To test the code above, write it into asttable-tutorial.sh, and load it into your running terminal with this command:

$ source asttable-tutorial.sh

If you then go to a directory that has at least one FITS file (with a .fits suffix, among other files), you can checkout the function by typing the following command. You will see that only files ending in .fits are shown, not any other file.

asttable --wcsfile=[TAB][TAB]

The code above first identifies the current and previous words. It then checks if the previous word is equal to --wcsfile and if so, fills COMPREPLY array with the necessary suggestions. We are using case here (instead of if) because in a real scenario, we need to check many more values and case is far better suited for such cases (cleaner and more efficient code).

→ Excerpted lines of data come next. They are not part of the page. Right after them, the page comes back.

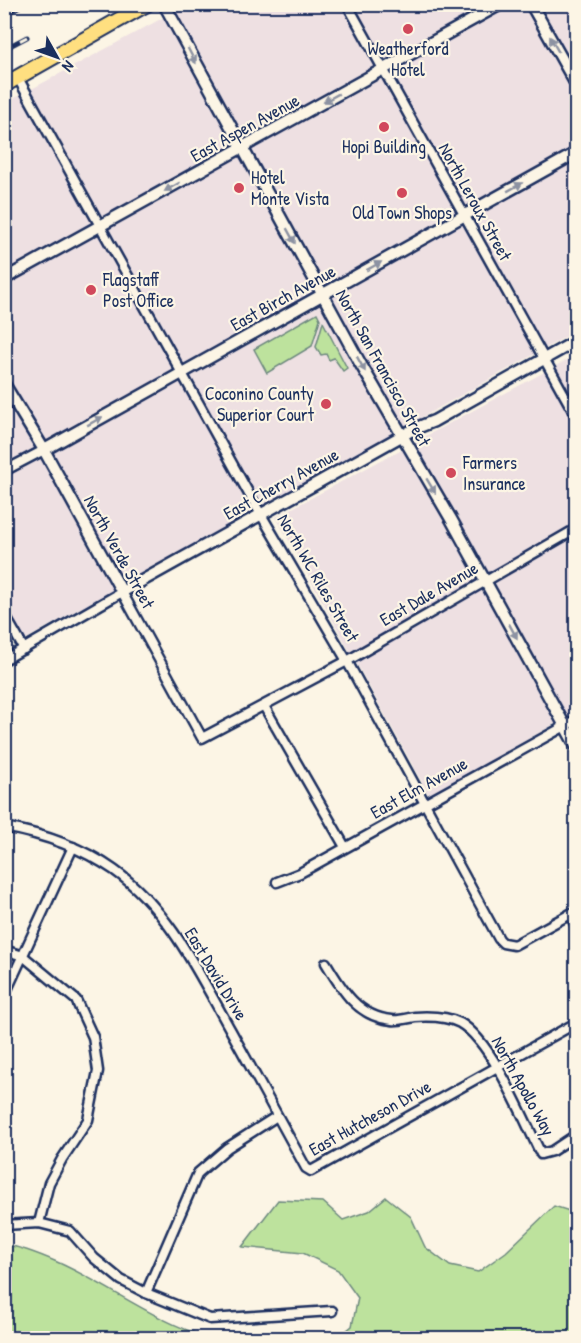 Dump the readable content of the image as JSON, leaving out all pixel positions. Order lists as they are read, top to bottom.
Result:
{
  "streets": {
    "street": [
      "East Aspen Avenue",
      "North Leroux Street",
      "East Birch Avenue",
      "North San Francisco Street",
      "East Cherry Avenue",
      "North Verde Street",
      "North WC Riles Street",
      "East Dale Avenue",
      "East Elm Avenue",
      "East David Drive",
      "North Apollo Way",
      "East Hutcheson Drive"
    ]
  },
  "crossings": [
    ["East Aspen Avenue", "North Leroux Street"],
    ["East Aspen Avenue", "North San Francisco Street"],
    ["East Aspen Avenue", "North WC Riles Street"],
    ["North Leroux Street", "East Birch Avenue"],
    ["North Leroux Street", "East Cherry Avenue"],
    ["East Birch Avenue", "North San Francisco Street"],
    ["East Birch Avenue", "North Verde Street"],
    ["East Birch Avenue", "North WC Riles Street"],
    ["North San Francisco Street", "East Cherry Avenue"],
    ["North San Francisco Street", "East Dale Avenue"],
    ["North San Francisco Street", "East Elm Avenue"],
    ["East Cherry Avenue", "North Verde Street"],
    ["East Cherry Avenue", "North WC Riles Street"],
    ["North Verde Street", "East Dale Avenue"],
    ["North WC Riles Street", "East Dale Avenue"],
    ["North WC Riles Street", "East Elm Avenue"],
    ["East David Drive", "East Hutcheson Drive"],
    ["North Apollo Way", "East Hutcheson Drive"]
  ],
  "one_way": ["East Aspen Avenue", "East Birch Avenue", "North San Francisco Street"],
  "places": [
    "Weatherford Hotel",
    "Hopi Building",
    "Hotel Monte Vista",
    "Old Town Shops",
    "Flagstaff Post Office",
    "Coconino County Superior Court",
    "Farmers Insurance"
  ],
  "north": "bottom right"
} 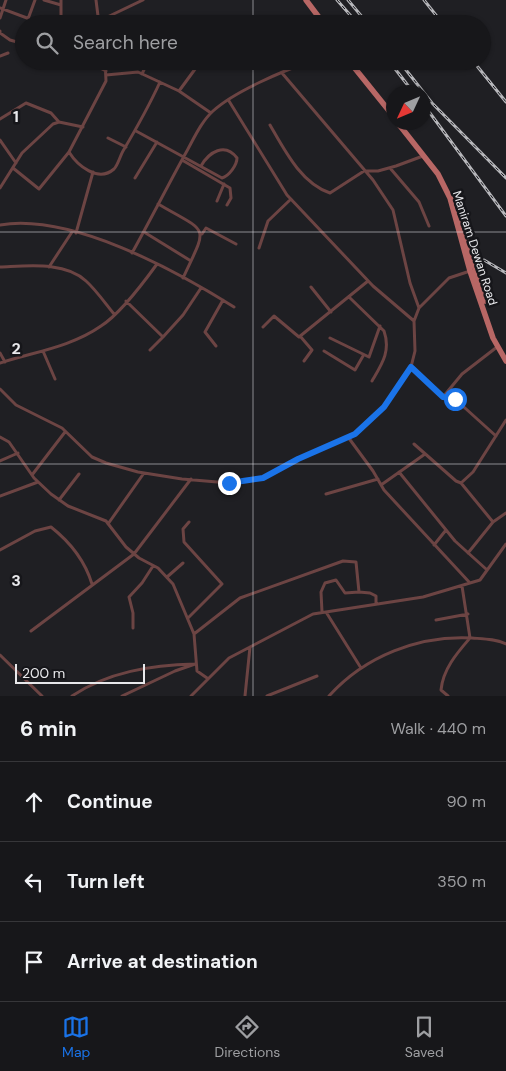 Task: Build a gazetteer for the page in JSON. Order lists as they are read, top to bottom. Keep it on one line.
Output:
{"streets":{"main road":["Maniram Dewan Road"]},"scale_bar":"200 m","north":"bottom left","page":{"search":"Search here","scale":"200 m","heading":["6 min","Walk · 440 m"],"list":[["Continue","90 m"],["Turn left","350 m"],"Arrive at destination"],"nav":["Map","Directions","Saved"]},"grid":{"rows":["1","2","3"]}}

The -f option in compgen indicates we’re looking for a file. The -X option filters out the filenames that match the next regular expression pattern. Therefore we should start the regular expression with ‘!’ if we want the files matching the regular expression. The -- "$word" component collects only filenames that match the current word being typed. And last but not least, the ‘-o nospace’ option in the complete command instructs the completion script to not append a white space after each suggestion. That is important because the long format of an option, its value is more clear when it sticks to the option name with a ‘=’ sign.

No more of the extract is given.